同じものを別の宇宙にはこぶ例として、女優(本人)と女優が演じている役、の話とか、なかなかにわかりやすい。
SF好きにはたまらない「入れ子構造」みたいな単語も飛び出し、
入れ子構造の中で、本来ははまらないパズルのピースをはめる、なんて話は、絵で見ても最高におもろい。
派生して、
たとえば、
「アニメキャラにガチで恋するオタク」
のことを考えたりした。
望月は逃げ恥の契約結婚などを例に挙げたそうですけど、
学問って突き詰めていけばほんと日常とリンクしてくるのですね。
ラスト付近のアツイ部分を引用しておきます。
(以下抜粋)
もしかしたらその(※従来の)やり方でも、いつかは証明できるかもしれません。しかし、いつまでたっても、できないかもしれない。IUT理論(※宇宙際タイヒミュラー理論)は、このような現状に対して、複数の数学の舞台装置を考えることで、それまでになかった、議論の自由度を実現しようとするわけです。

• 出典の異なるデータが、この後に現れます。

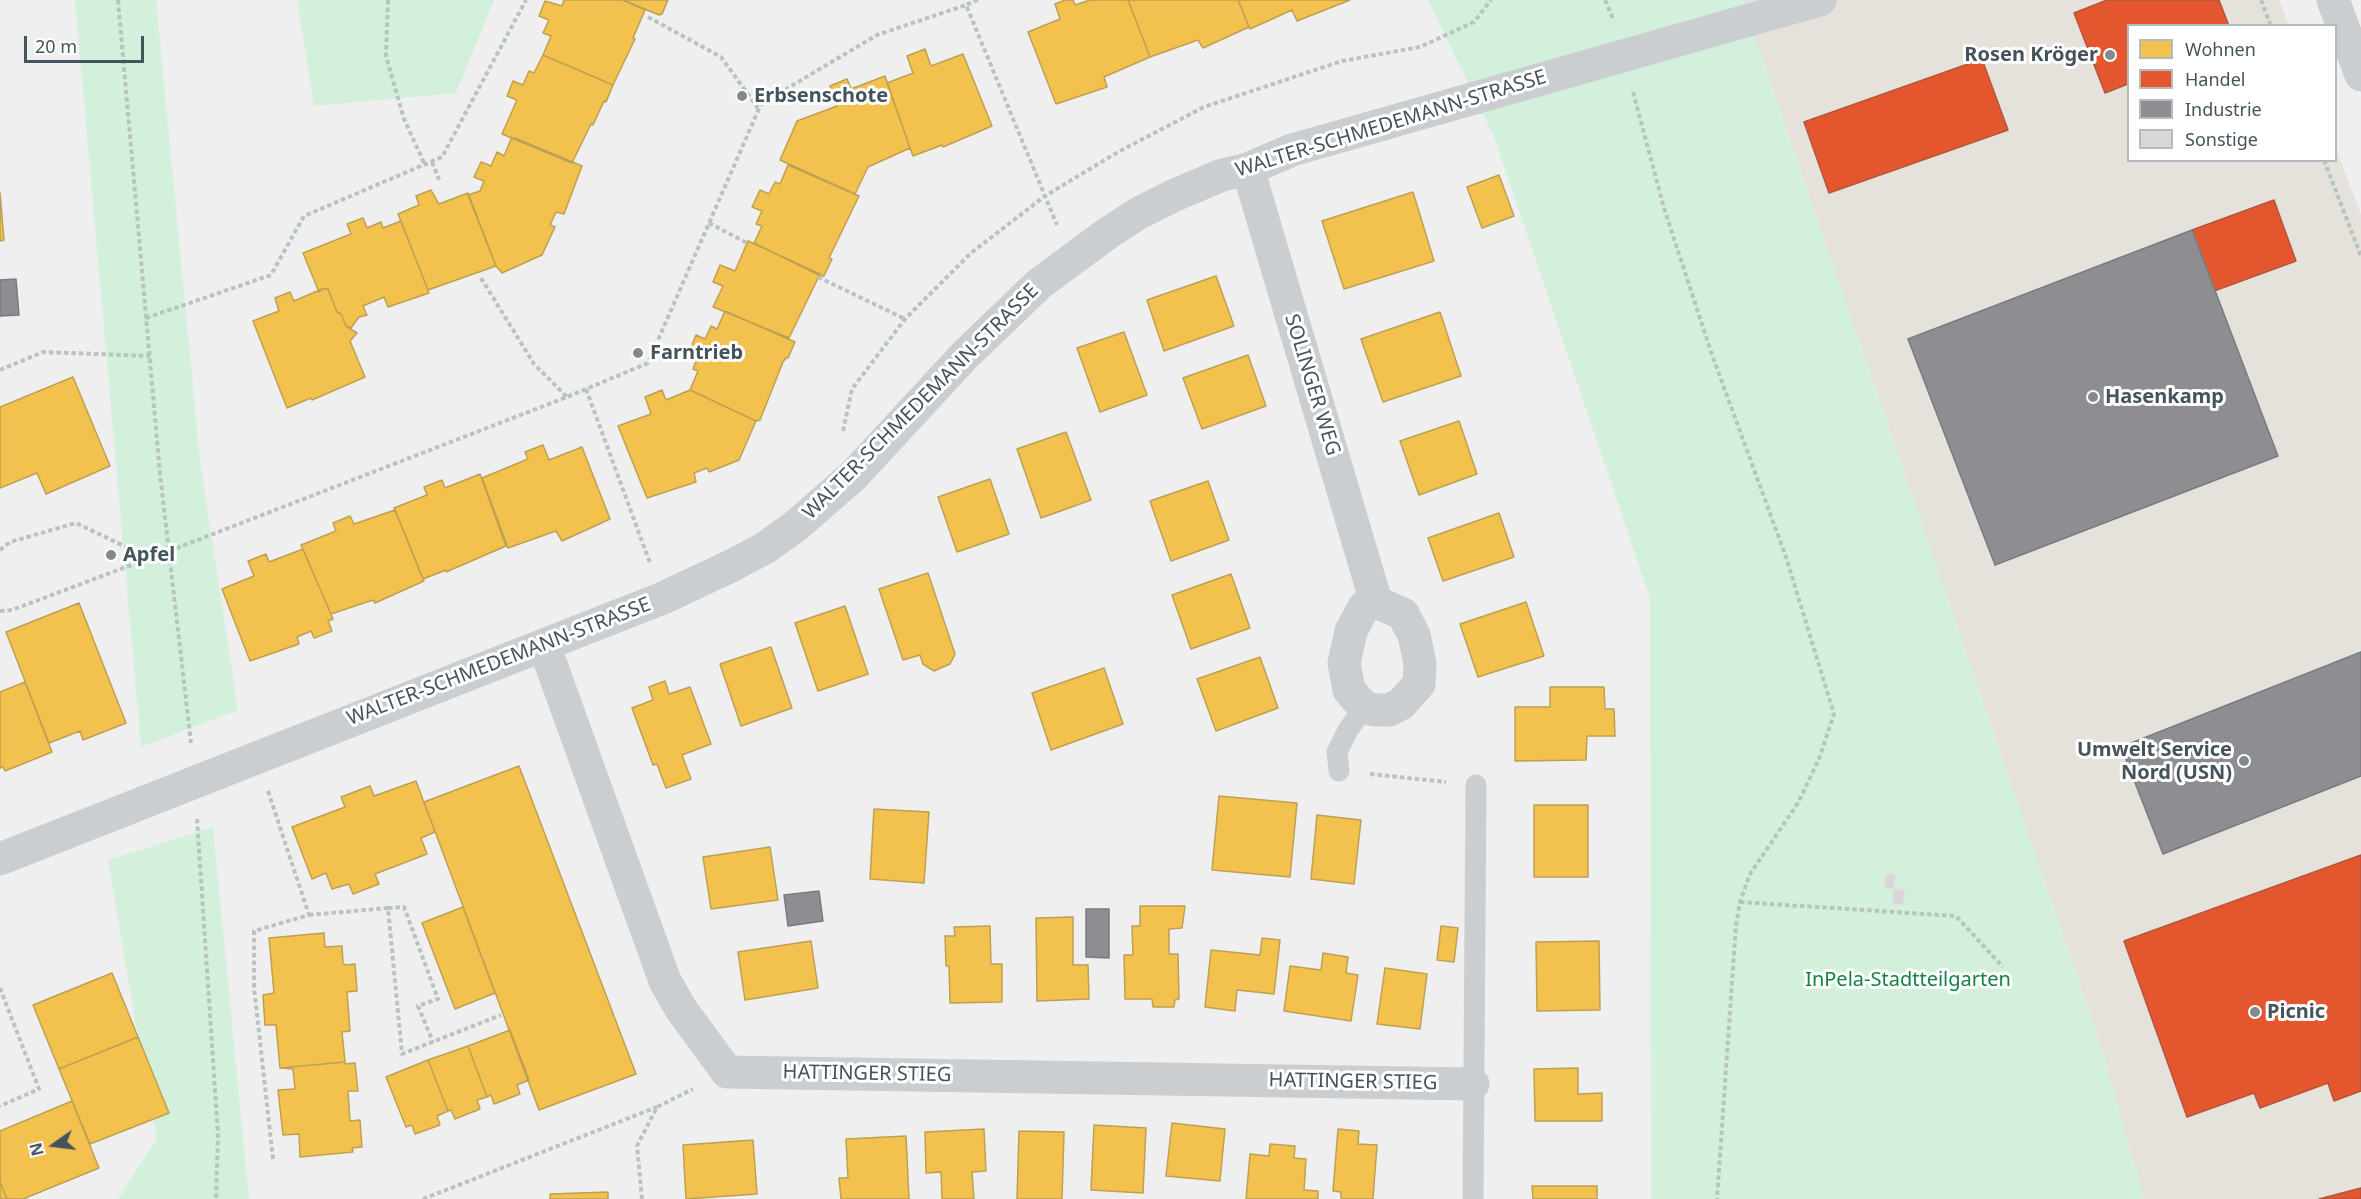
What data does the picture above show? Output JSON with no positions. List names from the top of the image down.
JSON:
{
  "streets": {
    "street": ["WALTER-SCHMEDEMANN-STRASSE", "SOLINGER WEG", "HATTINGER STIEG"]
  },
  "crossings": [
    ["WALTER-SCHMEDEMANN-STRASSE", "SOLINGER WEG"]
  ],
  "parks": ["InPela-Stadtteilgarten"],
  "places": [
    "Rosen Kröger",
    "Erbsenschote",
    "Farntrieb",
    "Hasenkamp",
    "Apfel",
    "Umwelt Service Nord (USN)",
    "Picnic"
  ],
  "legend": [
    "Wohnen",
    "Handel",
    "Industrie",
    "Sonstige"
  ],
  "scale_bar": "20 m",
  "north": "left"
}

それは、もしかしたら「巨大な遠回り」かもしれませんし、本当は不必要なことだったと、将来明らかになるかもしれません。しかし、従来の数学にはなかった新しい道筋を示す、ということだけでも、IUT理論の人類的な意義があるのだと思います。いずれにしても、IUT理論は、本当は不必要かもしれないが、複数の宇宙、複数の舞台を経由するという「巨大な迂回路」を使って得られた、非常識な柔軟性を使って、いままで証明されてこなかった難しい不等式を導こうという、そういうアプローチの理論なのです。
(抜粋終わり)
本当は不必要かもしれない「巨大な迂回路」を使って得られた、非常識な柔軟性
だとさ。
涙でそうだね。
↑(本文抜粋)現実の世界に身をおいて考えれば、この二人の女性は同じ人ですが、映画の世界の中に没頭してしまっているときの我々にとっての彼女は、現実世界ではない、その「舞台」の中に生きている人なのです。

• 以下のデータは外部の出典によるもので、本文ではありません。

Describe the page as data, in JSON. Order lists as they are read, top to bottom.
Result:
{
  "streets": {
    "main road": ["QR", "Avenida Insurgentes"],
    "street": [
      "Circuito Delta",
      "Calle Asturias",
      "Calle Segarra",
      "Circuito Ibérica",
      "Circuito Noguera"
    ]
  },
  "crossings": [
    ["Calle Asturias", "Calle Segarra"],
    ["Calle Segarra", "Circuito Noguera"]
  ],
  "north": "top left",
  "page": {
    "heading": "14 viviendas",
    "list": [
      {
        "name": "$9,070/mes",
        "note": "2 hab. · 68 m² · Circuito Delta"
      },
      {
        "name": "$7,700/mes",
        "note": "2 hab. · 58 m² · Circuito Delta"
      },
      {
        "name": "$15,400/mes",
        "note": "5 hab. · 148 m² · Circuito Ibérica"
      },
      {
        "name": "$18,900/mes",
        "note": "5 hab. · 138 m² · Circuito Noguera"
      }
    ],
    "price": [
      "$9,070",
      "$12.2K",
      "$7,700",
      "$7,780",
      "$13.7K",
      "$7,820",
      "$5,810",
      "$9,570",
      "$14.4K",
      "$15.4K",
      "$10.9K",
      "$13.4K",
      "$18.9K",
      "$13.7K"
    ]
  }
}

↑(本文抜粋)複数の宇宙を用意して、その中で《同じ》ものを考えれば、複数の世界にまたがっているわけですから、どちらの世界の秩序とも矛盾しない形で、これらをはめ込むことが、少なくとも形式的にはできてしまいます。
※追記コメント
エンデ「はてしない物語」、小野不由美「十二国記」
ふたつの世界を行き来する物語は、だいたい面白い。
大昔からある形なんでしょうけど。
▽
大長編ドラえもんの数々。。
[2020.01.30 facebookから]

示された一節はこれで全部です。